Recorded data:
_ _ _

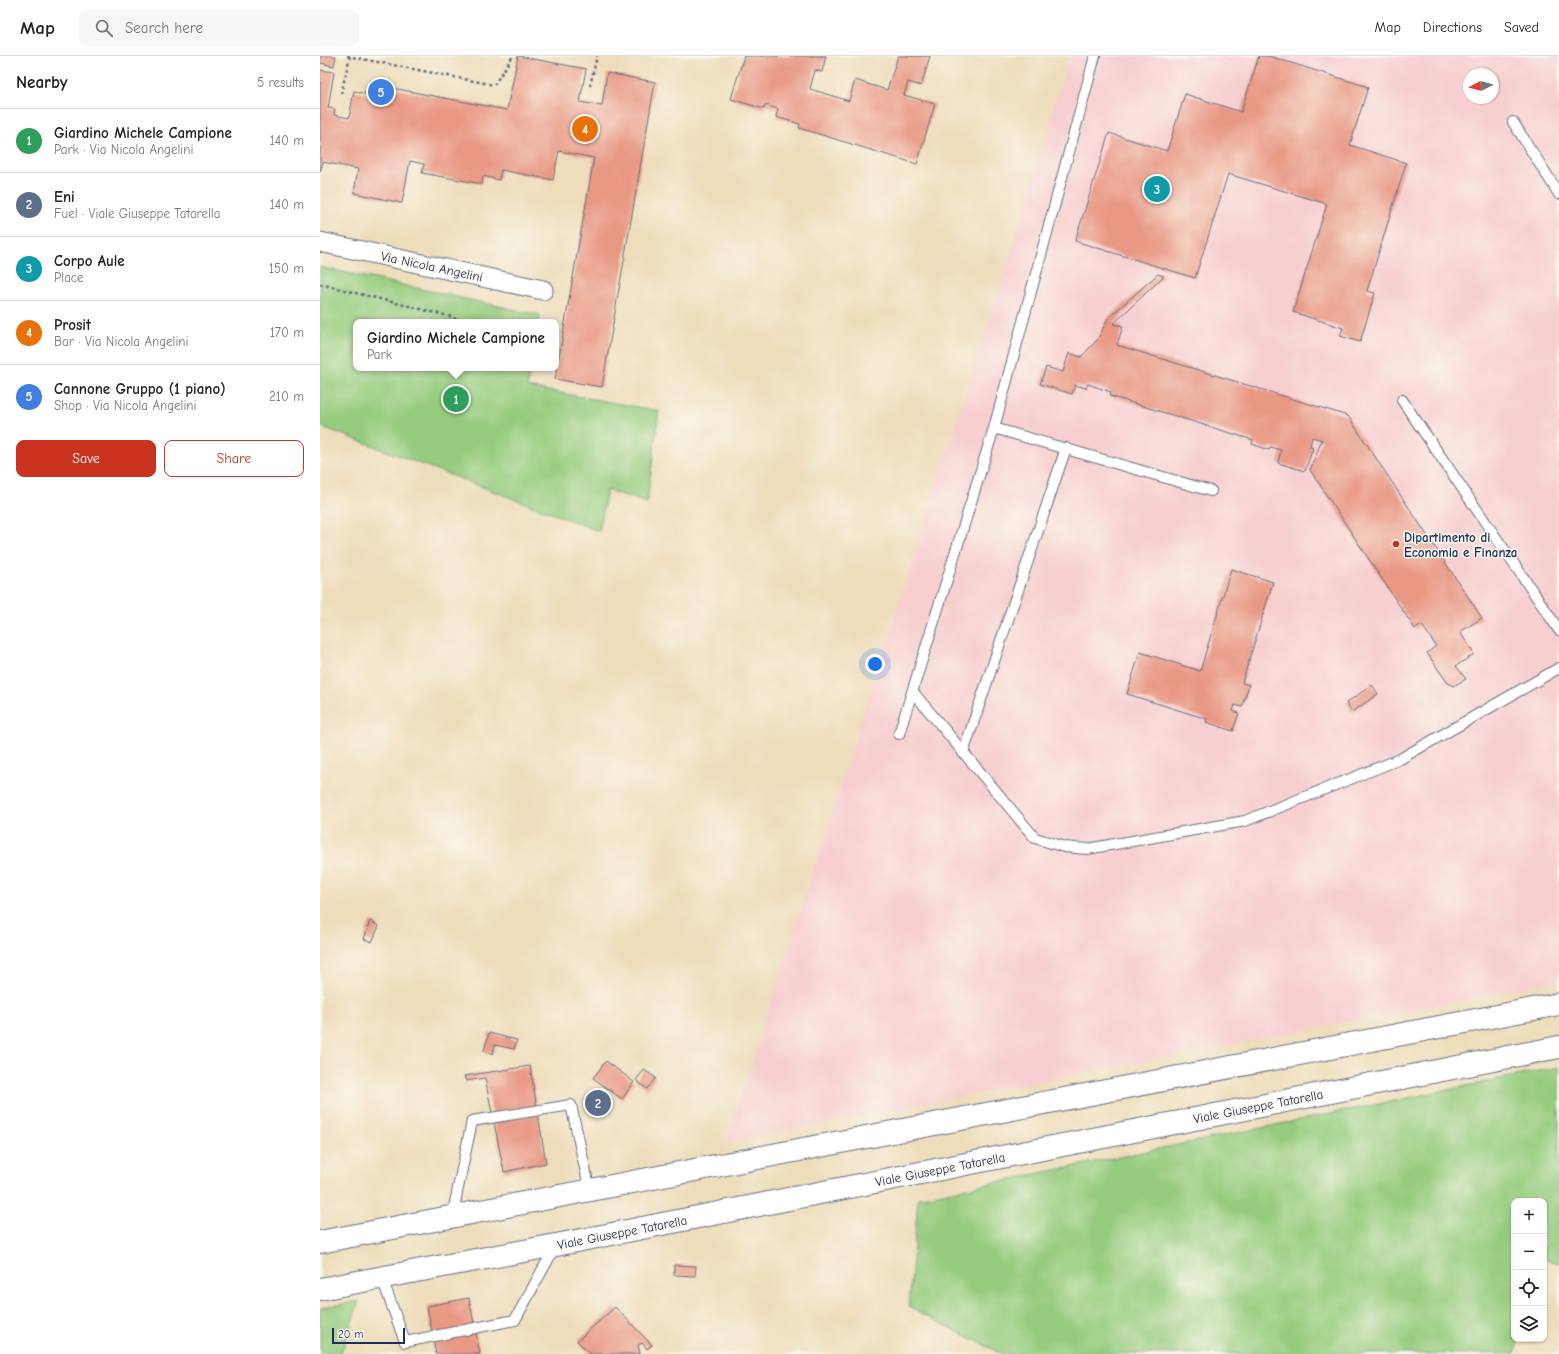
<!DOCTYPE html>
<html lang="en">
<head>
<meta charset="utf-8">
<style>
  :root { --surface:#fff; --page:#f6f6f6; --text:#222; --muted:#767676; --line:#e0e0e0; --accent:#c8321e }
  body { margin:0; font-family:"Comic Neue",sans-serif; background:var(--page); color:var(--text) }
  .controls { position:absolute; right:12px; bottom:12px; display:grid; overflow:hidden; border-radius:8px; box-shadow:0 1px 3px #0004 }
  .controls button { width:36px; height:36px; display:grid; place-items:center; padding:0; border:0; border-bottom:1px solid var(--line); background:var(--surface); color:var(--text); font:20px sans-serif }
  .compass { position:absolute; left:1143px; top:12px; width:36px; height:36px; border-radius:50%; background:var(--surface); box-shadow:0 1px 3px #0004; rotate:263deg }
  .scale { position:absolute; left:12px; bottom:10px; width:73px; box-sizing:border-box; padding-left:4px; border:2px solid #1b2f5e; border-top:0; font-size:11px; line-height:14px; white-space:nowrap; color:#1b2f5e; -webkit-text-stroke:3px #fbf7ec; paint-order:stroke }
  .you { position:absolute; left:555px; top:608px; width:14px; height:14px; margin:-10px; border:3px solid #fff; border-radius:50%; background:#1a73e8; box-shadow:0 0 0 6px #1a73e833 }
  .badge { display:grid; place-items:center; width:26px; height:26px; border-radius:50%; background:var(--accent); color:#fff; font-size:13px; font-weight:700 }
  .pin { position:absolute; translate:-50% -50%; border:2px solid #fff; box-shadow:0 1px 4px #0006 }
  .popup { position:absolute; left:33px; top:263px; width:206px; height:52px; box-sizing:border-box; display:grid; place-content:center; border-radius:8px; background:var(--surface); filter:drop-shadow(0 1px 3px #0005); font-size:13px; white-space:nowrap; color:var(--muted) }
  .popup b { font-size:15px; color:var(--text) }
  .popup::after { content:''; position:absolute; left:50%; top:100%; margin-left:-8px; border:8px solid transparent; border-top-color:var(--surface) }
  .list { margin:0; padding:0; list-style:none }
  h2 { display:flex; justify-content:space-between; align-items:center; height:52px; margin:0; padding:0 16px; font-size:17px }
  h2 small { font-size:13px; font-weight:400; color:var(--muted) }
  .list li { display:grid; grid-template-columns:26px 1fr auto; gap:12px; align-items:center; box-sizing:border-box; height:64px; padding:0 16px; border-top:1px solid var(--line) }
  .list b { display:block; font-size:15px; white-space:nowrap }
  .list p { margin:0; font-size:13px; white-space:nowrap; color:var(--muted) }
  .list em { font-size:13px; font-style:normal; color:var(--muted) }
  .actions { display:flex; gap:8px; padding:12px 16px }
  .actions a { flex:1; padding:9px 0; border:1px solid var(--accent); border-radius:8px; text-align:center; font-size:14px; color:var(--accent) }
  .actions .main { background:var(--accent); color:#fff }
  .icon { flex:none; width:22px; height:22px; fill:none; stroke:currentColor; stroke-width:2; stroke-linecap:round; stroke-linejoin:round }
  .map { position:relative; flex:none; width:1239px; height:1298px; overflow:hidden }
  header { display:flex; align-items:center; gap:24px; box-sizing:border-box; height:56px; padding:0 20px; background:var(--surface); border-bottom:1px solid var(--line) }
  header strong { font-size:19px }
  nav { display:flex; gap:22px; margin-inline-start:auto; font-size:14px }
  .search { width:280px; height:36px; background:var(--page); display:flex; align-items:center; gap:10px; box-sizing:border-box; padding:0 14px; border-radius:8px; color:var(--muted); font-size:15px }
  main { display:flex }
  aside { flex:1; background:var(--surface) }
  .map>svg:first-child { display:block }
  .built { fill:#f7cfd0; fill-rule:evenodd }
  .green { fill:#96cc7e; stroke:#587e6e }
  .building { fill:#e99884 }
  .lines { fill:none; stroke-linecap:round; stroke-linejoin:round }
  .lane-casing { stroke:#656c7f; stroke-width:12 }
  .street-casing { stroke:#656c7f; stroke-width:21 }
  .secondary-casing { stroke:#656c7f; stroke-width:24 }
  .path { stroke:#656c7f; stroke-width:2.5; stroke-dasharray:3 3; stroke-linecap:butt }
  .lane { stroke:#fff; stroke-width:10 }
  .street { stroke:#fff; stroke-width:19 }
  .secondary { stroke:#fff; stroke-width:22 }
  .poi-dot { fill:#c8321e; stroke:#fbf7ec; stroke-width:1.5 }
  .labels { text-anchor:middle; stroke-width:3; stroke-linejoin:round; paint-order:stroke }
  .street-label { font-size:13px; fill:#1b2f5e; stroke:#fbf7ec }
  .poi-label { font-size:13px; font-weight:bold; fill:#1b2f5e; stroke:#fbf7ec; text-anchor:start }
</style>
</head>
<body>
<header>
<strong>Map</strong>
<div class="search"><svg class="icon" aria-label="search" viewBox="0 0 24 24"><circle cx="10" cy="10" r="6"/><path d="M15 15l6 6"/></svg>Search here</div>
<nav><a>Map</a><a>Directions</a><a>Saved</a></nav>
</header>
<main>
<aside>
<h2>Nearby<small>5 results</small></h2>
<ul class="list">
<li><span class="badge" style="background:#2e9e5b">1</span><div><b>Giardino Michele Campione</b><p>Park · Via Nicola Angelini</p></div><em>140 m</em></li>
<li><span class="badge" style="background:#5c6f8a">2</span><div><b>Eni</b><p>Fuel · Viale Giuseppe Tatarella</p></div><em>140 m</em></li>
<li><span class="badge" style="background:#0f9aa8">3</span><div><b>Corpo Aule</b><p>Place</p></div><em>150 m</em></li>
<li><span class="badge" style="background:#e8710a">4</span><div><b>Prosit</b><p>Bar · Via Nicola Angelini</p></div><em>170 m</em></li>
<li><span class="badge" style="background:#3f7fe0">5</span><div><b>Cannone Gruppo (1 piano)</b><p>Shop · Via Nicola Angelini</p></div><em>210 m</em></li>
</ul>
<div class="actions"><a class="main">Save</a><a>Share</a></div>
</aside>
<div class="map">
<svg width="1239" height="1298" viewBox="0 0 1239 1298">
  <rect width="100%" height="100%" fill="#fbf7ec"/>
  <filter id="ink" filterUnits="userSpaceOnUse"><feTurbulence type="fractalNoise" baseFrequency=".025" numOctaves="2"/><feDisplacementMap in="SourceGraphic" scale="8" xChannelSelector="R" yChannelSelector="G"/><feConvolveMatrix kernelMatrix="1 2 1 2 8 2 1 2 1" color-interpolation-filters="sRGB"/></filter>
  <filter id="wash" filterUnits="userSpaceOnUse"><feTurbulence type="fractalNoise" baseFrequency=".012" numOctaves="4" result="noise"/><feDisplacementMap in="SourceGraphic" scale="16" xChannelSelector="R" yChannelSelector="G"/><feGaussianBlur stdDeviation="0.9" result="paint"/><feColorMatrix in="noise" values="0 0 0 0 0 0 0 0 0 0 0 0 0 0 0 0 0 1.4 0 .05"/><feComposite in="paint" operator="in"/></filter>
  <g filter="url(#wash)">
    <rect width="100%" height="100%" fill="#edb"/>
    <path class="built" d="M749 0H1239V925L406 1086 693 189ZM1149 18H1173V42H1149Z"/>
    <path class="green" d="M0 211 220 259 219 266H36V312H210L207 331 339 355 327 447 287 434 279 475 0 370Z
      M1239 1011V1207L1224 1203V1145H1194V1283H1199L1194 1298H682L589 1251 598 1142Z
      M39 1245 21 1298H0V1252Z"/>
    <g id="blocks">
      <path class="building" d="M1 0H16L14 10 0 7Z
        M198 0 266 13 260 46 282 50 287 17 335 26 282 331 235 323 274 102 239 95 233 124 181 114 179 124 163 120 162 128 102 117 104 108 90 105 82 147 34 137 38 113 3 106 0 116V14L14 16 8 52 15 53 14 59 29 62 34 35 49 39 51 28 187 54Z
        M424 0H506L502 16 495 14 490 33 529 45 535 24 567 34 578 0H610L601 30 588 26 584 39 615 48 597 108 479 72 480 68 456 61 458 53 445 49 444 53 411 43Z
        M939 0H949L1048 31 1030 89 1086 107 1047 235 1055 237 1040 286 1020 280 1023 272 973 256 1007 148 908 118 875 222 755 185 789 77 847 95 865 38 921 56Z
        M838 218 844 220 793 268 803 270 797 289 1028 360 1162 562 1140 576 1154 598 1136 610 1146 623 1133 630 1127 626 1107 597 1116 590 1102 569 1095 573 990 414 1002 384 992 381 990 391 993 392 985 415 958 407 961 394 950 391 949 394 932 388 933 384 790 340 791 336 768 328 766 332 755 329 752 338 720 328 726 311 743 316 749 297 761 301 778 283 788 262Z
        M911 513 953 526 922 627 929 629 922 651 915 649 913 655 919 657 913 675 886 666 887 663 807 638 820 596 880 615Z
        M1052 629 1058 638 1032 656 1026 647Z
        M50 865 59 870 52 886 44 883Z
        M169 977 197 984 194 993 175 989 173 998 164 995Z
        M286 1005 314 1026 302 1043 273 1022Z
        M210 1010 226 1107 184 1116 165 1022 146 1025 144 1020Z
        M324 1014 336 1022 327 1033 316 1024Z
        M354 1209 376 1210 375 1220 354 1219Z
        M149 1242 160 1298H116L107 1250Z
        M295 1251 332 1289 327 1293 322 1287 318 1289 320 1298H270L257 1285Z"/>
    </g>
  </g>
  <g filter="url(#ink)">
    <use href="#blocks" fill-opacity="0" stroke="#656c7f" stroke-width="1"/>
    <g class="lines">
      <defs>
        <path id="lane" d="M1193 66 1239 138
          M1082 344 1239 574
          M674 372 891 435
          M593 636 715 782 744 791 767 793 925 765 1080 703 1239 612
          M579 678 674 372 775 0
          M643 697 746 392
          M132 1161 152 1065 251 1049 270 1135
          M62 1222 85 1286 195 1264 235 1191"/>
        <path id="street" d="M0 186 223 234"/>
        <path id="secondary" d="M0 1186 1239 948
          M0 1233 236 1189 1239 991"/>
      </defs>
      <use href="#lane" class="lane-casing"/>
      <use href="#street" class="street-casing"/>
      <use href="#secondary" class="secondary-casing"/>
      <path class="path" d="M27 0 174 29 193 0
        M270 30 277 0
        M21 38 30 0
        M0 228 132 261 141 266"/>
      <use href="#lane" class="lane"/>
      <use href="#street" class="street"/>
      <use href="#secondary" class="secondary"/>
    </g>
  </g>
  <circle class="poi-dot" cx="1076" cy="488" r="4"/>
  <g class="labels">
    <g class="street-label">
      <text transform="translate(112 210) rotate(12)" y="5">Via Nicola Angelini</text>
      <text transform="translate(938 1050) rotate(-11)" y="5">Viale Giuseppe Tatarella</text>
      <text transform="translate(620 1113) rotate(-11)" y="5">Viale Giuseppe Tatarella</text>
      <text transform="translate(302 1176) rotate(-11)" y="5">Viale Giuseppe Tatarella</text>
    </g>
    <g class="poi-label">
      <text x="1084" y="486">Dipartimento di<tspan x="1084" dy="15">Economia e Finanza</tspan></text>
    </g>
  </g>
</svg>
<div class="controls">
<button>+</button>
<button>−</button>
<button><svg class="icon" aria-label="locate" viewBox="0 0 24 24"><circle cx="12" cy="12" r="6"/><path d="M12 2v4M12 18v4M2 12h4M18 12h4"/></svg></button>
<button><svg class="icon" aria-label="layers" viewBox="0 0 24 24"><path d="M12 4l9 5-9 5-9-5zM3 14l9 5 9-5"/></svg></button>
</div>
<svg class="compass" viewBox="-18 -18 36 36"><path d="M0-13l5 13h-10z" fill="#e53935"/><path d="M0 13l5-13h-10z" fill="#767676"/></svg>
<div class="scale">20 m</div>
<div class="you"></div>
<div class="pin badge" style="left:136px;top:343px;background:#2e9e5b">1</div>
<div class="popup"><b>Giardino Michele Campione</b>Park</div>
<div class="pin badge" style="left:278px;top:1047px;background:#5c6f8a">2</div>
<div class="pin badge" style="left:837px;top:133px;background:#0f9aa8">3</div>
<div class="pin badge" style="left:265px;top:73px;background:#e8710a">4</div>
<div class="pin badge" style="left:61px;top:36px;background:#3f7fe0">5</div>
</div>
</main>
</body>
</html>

_ _ _

▶ **WHAT IS EXPECTED**
Go through the data above and copy each line in which "sans" appears.

▶ **TASK OUTPUT**
  body { margin:0; font-family:"Comic Neue",sans-serif; background:var(--page); color:var(--text) }
  .controls button { width:36px; height:36px; display:grid; place-items:center; padding:0; border:0; border-bottom:1px solid var(--line); background:var(--surface); color:var(--text); font:20px sans-serif }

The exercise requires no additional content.